Welche SQS-Zertifikate haben nicht nur nationale, sondern auch internationale Ausrichtung und Gültigkeit?
Grundsätzlich ergibt sich die Ausrichtung nach der Herkunft und dem Anwendungsbereich der zugrundeliegenden Norm respektive dem jeweils eingesetzten Zertifizierungsschema.
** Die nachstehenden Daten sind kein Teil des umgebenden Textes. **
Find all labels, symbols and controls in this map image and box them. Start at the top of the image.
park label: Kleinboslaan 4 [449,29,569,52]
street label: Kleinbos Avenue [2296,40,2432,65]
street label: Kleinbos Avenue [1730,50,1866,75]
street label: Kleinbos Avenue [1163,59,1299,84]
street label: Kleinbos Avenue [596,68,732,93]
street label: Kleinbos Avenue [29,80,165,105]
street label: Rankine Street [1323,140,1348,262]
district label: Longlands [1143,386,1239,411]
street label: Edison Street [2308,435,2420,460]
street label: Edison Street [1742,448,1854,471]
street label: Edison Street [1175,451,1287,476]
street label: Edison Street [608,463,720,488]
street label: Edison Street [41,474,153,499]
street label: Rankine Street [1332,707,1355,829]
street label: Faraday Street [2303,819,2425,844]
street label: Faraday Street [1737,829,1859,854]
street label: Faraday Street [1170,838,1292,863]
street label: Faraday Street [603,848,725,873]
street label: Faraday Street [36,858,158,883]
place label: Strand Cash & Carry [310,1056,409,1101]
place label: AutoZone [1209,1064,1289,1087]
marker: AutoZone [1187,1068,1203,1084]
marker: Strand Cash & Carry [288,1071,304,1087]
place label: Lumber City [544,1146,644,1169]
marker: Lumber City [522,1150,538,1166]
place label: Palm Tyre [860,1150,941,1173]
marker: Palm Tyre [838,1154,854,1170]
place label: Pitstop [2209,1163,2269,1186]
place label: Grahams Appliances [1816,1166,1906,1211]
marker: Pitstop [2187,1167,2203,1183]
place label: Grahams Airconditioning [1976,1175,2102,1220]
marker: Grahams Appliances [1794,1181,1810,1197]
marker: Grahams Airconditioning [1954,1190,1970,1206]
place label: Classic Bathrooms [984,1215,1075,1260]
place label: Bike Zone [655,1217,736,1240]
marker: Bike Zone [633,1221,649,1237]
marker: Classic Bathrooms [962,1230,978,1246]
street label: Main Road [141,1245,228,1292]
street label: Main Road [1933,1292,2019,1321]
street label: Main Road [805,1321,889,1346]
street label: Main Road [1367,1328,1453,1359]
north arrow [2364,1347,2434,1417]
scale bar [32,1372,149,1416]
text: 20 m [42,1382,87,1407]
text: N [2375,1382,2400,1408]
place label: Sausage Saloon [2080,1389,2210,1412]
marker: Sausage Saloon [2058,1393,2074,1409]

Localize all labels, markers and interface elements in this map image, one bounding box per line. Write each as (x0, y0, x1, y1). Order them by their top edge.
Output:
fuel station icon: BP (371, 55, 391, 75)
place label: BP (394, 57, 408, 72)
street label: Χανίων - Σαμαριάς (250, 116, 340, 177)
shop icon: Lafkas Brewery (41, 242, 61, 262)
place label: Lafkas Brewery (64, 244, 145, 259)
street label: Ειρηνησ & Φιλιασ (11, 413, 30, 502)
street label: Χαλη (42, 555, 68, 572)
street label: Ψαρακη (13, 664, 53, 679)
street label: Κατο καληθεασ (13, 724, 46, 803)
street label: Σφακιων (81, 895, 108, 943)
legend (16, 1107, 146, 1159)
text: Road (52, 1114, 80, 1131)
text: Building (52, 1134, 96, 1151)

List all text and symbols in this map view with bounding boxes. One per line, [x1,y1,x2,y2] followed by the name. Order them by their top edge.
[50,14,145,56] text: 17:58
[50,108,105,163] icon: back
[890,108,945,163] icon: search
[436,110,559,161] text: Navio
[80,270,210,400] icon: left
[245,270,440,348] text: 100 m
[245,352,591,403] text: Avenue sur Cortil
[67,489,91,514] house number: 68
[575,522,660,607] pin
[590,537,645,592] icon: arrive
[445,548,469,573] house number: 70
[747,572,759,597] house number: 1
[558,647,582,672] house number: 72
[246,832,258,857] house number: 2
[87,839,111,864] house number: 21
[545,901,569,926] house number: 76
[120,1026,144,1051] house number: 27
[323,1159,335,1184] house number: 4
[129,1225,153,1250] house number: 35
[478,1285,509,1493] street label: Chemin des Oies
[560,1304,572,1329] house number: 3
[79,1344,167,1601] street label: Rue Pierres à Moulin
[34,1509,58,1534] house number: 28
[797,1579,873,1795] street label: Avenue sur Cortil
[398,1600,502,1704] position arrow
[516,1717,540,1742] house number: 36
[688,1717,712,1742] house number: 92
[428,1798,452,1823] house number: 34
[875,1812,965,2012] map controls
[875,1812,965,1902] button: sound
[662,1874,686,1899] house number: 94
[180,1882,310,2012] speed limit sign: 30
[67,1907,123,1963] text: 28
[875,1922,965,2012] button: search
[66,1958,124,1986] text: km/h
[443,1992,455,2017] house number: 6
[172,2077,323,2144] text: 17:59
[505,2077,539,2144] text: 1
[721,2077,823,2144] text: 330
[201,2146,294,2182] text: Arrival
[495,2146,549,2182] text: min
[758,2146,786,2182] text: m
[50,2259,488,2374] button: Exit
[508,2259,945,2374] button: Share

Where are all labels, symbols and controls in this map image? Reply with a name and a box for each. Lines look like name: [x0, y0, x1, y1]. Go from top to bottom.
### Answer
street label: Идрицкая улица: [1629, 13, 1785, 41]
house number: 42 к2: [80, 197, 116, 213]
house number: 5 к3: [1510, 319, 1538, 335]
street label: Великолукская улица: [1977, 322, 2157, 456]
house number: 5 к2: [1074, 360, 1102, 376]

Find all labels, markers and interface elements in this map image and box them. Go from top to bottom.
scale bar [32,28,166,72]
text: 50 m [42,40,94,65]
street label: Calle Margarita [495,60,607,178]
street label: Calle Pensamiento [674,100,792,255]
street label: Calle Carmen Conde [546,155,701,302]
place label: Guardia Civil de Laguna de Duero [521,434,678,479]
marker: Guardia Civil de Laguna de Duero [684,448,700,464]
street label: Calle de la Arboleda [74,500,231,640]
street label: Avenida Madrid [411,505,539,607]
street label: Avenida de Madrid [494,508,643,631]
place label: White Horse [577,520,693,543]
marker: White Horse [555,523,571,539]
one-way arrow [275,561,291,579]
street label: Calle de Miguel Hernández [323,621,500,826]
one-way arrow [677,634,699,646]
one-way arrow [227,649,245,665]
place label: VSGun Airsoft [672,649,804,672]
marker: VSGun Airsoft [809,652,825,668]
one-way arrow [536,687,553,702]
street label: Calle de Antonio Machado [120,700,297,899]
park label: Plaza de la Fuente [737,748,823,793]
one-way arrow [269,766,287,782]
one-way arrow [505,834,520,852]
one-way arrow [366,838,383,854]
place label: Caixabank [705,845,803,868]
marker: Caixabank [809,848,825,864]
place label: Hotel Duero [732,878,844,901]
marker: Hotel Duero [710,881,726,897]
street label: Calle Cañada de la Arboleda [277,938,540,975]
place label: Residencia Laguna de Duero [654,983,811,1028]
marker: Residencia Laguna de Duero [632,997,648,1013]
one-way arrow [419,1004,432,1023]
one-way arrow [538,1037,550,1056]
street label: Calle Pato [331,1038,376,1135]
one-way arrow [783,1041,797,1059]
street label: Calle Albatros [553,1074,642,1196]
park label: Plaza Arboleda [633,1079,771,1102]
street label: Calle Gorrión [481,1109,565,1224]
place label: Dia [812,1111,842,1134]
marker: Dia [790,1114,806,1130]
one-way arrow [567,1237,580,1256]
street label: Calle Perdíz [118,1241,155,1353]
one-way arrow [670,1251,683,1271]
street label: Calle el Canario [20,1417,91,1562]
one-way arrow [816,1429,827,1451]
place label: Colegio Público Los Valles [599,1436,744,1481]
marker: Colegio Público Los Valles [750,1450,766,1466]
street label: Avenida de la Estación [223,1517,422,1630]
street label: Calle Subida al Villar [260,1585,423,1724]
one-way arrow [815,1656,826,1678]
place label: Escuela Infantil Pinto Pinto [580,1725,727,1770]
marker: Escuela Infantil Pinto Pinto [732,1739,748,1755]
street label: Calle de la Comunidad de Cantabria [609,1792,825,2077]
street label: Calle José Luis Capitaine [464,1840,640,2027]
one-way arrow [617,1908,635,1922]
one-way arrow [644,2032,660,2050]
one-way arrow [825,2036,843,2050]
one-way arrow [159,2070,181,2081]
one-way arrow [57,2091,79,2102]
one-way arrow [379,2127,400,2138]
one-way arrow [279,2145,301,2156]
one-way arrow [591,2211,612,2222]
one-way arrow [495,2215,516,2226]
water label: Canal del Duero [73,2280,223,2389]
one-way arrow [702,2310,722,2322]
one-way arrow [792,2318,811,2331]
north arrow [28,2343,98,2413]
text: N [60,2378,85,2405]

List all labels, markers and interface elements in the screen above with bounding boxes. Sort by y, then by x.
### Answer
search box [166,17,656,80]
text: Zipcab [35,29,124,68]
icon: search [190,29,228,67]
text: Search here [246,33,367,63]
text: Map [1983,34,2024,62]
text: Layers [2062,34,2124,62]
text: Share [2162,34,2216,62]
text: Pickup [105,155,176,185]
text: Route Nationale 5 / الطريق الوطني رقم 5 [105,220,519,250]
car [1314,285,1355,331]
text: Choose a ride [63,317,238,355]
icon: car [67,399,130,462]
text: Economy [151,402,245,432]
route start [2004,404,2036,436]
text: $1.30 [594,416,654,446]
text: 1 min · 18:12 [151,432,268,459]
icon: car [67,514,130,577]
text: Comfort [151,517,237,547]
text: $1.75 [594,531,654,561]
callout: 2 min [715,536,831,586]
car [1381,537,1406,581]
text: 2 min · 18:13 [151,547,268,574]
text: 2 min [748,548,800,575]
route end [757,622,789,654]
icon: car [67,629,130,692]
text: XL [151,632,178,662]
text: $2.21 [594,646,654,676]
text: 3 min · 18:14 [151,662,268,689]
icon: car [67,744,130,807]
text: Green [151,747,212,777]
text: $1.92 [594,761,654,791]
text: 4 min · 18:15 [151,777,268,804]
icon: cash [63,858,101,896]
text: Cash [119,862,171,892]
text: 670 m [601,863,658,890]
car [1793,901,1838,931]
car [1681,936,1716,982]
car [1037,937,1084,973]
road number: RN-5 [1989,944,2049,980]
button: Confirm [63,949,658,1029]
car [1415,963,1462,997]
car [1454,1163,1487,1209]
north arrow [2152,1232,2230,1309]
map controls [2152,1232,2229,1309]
Dazu kommen eigene Marktpräferenzen der Zertifizierungsgesellschaft aufgrund der erwarteten Marktnachfrage.

 

Es gibt nationale Zertifizierungsschemen und entsprechende Spezifikationen, die eindeutig auf ein bestimmtes Land beschränkt sind. Dazu zählen zum Beispiel in der Schweiz VDSZ-Datenschutzzertifizierungen (VDSZ) nach aktualisierter Verordnung vom 1. November 2016. Eine Übersicht über eher national ausgerichtete Schemen findet sich auf www.sqs.ch (unter Leistungsangebot und Rubrik Nationale Schemen oder Labels). Die zertifizierten Managementsysteme nach internationalen ISO-Normen haben in der Regel eine grössere internationale oder globale Reichweite. Insbesondere zertifizierte Systeme zu Qualitäts- und Umweltmanagement, Energiemanagement, Arbeitssicherheit- und Gesundheitsschutz haben eine klare internationale, ja gar globale Ausrichtung. Dazu können auch industriespezifische Qualitätsmanagementsysteme gezählt werden (zum Beispiel Automobil IATF 16949 oder Luft- und Raumfahrt EN 9100).